Your assignment:
What you return must match the records character for character.

Dataset entries:
****************************************

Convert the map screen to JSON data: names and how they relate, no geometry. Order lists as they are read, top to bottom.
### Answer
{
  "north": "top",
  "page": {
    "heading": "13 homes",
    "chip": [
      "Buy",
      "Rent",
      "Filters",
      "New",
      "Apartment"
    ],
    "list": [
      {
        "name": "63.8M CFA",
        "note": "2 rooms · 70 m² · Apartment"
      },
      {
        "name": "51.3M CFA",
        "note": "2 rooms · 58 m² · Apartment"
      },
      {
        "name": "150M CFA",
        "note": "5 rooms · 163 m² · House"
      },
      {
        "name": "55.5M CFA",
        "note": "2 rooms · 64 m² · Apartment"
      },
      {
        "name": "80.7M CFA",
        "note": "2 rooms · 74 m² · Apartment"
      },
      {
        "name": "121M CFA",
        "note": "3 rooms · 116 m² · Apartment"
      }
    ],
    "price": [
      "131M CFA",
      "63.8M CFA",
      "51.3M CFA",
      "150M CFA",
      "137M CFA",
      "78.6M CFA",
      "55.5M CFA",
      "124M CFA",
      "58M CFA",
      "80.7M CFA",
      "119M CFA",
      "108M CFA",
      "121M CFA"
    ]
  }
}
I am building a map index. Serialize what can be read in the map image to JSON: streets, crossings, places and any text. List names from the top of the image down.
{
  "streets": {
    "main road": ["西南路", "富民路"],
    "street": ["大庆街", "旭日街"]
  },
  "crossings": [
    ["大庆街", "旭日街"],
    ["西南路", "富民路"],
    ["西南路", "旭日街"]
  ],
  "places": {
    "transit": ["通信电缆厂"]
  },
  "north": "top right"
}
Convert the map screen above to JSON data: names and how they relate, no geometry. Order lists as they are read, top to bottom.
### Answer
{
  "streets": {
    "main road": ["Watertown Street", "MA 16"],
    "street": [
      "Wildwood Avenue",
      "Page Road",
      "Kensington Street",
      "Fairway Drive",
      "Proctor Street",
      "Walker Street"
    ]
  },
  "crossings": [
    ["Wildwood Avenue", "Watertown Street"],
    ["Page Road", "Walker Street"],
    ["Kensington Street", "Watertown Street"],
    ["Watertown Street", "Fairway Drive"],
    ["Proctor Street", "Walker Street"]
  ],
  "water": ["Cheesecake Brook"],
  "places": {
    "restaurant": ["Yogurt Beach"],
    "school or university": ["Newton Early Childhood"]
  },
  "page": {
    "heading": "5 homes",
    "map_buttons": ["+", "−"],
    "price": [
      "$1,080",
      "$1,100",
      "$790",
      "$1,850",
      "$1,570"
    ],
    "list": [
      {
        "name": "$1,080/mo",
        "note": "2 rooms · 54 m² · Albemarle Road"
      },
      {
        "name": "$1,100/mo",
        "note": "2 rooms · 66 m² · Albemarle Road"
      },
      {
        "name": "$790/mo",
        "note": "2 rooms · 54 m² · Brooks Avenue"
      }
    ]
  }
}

****************************************

Solved exercise:
Convert the map screen to JSON data: names and how they relate, no geometry. Order lists as they are read, top to bottom.
### Answer
{
  "north": "top",
  "page": {
    "heading": "13 homes",
    "chip": [
      "Buy",
      "Rent",
      "Filters",
      "New",
      "Apartment"
    ],
    "list": [
      {
        "name": "63.8M CFA",
        "note": "2 rooms · 70 m² · Apartment"
      },
      {
        "name": "51.3M CFA",
        "note": "2 rooms · 58 m² · Apartment"
      },
      {
        "name": "150M CFA",
        "note": "5 rooms · 163 m² · House"
      },
      {
        "name": "55.5M CFA",
        "note": "2 rooms · 64 m² · Apartment"
      },
      {
        "name": "80.7M CFA",
        "note": "2 rooms · 74 m² · Apartment"
      },
      {
        "name": "121M CFA",
        "note": "3 rooms · 116 m² · Apartment"
      }
    ],
    "price": [
      "131M CFA",
      "63.8M CFA",
      "51.3M CFA",
      "150M CFA",
      "137M CFA",
      "78.6M CFA",
      "55.5M CFA",
      "124M CFA",
      "58M CFA",
      "80.7M CFA",
      "119M CFA",
      "108M CFA",
      "121M CFA"
    ]
  }
}
I am building a map index. Serialize what can be read in the map image to JSON: streets, crossings, places and any text. List names from the top of the image down.
{
  "streets": {
    "main road": ["西南路", "富民路"],
    "street": ["大庆街", "旭日街"]
  },
  "crossings": [
    ["大庆街", "旭日街"],
    ["西南路", "富民路"],
    ["西南路", "旭日街"]
  ],
  "places": {
    "transit": ["通信电缆厂"]
  },
  "north": "top right"
}
Convert the map screen above to JSON data: names and how they relate, no geometry. Order lists as they are read, top to bottom.
### Answer
{
  "streets": {
    "main road": ["Watertown Street", "MA 16"],
    "street": [
      "Wildwood Avenue",
      "Page Road",
      "Kensington Street",
      "Fairway Drive",
      "Proctor Street",
      "Walker Street"
    ]
  },
  "crossings": [
    ["Wildwood Avenue", "Watertown Street"],
    ["Page Road", "Walker Street"],
    ["Kensington Street", "Watertown Street"],
    ["Watertown Street", "Fairway Drive"],
    ["Proctor Street", "Walker Street"]
  ],
  "water": ["Cheesecake Brook"],
  "places": {
    "restaurant": ["Yogurt Beach"],
    "school or university": ["Newton Early Childhood"]
  },
  "page": {
    "heading": "5 homes",
    "map_buttons": ["+", "−"],
    "price": [
      "$1,080",
      "$1,100",
      "$790",
      "$1,850",
      "$1,570"
    ],
    "list": [
      {
        "name": "$1,080/mo",
        "note": "2 rooms · 54 m² · Albemarle Road"
      },
      {
        "name": "$1,100/mo",
        "note": "2 rooms · 66 m² · Albemarle Road"
      },
      {
        "name": "$790/mo",
        "note": "2 rooms · 54 m² · Brooks Avenue"
      }
    ]
  }
}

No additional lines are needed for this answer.